> [TASK INSTRUCTIONS] The answer must be an exact transcription of all the records below.

── MATERIAL SHOWN

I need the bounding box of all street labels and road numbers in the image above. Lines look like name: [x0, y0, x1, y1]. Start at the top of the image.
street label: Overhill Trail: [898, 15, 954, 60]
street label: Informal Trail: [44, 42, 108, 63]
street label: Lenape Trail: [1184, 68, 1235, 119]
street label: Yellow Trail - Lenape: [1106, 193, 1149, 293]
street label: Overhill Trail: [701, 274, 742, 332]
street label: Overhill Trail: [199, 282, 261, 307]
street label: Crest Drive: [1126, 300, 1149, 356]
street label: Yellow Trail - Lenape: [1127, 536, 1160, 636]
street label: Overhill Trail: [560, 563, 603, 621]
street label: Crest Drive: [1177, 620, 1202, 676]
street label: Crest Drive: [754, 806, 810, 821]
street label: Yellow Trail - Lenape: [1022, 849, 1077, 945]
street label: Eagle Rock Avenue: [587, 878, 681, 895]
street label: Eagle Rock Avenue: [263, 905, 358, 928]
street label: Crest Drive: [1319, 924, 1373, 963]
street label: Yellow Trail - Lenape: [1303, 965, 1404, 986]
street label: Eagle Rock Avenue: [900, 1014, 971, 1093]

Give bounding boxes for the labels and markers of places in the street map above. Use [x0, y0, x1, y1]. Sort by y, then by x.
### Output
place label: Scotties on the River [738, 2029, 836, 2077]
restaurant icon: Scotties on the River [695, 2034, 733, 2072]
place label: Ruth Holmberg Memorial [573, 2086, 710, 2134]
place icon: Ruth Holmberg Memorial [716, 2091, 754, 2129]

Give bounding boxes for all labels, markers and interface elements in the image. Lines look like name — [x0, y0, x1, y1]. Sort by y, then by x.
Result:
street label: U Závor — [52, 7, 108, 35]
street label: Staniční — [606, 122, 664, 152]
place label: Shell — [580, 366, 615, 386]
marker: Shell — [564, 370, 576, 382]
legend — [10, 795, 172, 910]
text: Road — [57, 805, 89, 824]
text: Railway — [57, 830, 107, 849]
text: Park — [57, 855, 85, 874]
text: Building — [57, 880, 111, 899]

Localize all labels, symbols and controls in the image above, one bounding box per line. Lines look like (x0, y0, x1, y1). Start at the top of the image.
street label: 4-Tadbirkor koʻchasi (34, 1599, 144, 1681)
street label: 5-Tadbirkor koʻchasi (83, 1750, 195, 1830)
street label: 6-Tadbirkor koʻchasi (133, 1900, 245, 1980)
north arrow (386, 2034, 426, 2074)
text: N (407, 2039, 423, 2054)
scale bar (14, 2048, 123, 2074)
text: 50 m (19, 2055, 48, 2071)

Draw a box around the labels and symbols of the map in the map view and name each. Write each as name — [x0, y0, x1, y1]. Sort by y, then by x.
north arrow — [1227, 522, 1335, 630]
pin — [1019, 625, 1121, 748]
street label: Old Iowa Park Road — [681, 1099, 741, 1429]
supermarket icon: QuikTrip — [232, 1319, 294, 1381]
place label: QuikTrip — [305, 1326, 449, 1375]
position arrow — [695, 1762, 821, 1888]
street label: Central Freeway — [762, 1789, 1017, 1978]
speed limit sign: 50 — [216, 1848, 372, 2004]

────

> [FINISHED EXERCISE]
I need the bounding box of all street labels and road numbers in the image above. Lines look like name: [x0, y0, x1, y1]. Start at the top of the image.
street label: Overhill Trail: [898, 15, 954, 60]
street label: Informal Trail: [44, 42, 108, 63]
street label: Lenape Trail: [1184, 68, 1235, 119]
street label: Yellow Trail - Lenape: [1106, 193, 1149, 293]
street label: Overhill Trail: [701, 274, 742, 332]
street label: Overhill Trail: [199, 282, 261, 307]
street label: Crest Drive: [1126, 300, 1149, 356]
street label: Yellow Trail - Lenape: [1127, 536, 1160, 636]
street label: Overhill Trail: [560, 563, 603, 621]
street label: Crest Drive: [1177, 620, 1202, 676]
street label: Crest Drive: [754, 806, 810, 821]
street label: Yellow Trail - Lenape: [1022, 849, 1077, 945]
street label: Eagle Rock Avenue: [587, 878, 681, 895]
street label: Eagle Rock Avenue: [263, 905, 358, 928]
street label: Crest Drive: [1319, 924, 1373, 963]
street label: Yellow Trail - Lenape: [1303, 965, 1404, 986]
street label: Eagle Rock Avenue: [900, 1014, 971, 1093]

Give bounding boxes for the labels and markers of places in the street map above. Use [x0, y0, x1, y1]. Sort by y, then by x.
### Output
place label: Scotties on the River [738, 2029, 836, 2077]
restaurant icon: Scotties on the River [695, 2034, 733, 2072]
place label: Ruth Holmberg Memorial [573, 2086, 710, 2134]
place icon: Ruth Holmberg Memorial [716, 2091, 754, 2129]

Give bounding boxes for all labels, markers and interface elements in the image. Lines look like name — [x0, y0, x1, y1]. Sort by y, then by x.
Result:
street label: U Závor — [52, 7, 108, 35]
street label: Staniční — [606, 122, 664, 152]
place label: Shell — [580, 366, 615, 386]
marker: Shell — [564, 370, 576, 382]
legend — [10, 795, 172, 910]
text: Road — [57, 805, 89, 824]
text: Railway — [57, 830, 107, 849]
text: Park — [57, 855, 85, 874]
text: Building — [57, 880, 111, 899]

Localize all labels, symbols and controls in the image above, one bounding box per line. Lines look like (x0, y0, x1, y1). Start at the top of the image.
street label: 4-Tadbirkor koʻchasi (34, 1599, 144, 1681)
street label: 5-Tadbirkor koʻchasi (83, 1750, 195, 1830)
street label: 6-Tadbirkor koʻchasi (133, 1900, 245, 1980)
north arrow (386, 2034, 426, 2074)
text: N (407, 2039, 423, 2054)
scale bar (14, 2048, 123, 2074)
text: 50 m (19, 2055, 48, 2071)

Draw a box around the labels and symbols of the map in the map view and name each. Write each as name — [x0, y0, x1, y1]. Sort by y, then by x.
north arrow — [1227, 522, 1335, 630]
pin — [1019, 625, 1121, 748]
street label: Old Iowa Park Road — [681, 1099, 741, 1429]
supermarket icon: QuikTrip — [232, 1319, 294, 1381]
place label: QuikTrip — [305, 1326, 449, 1375]
position arrow — [695, 1762, 821, 1888]
street label: Central Freeway — [762, 1789, 1017, 1978]
speed limit sign: 50 — [216, 1848, 372, 2004]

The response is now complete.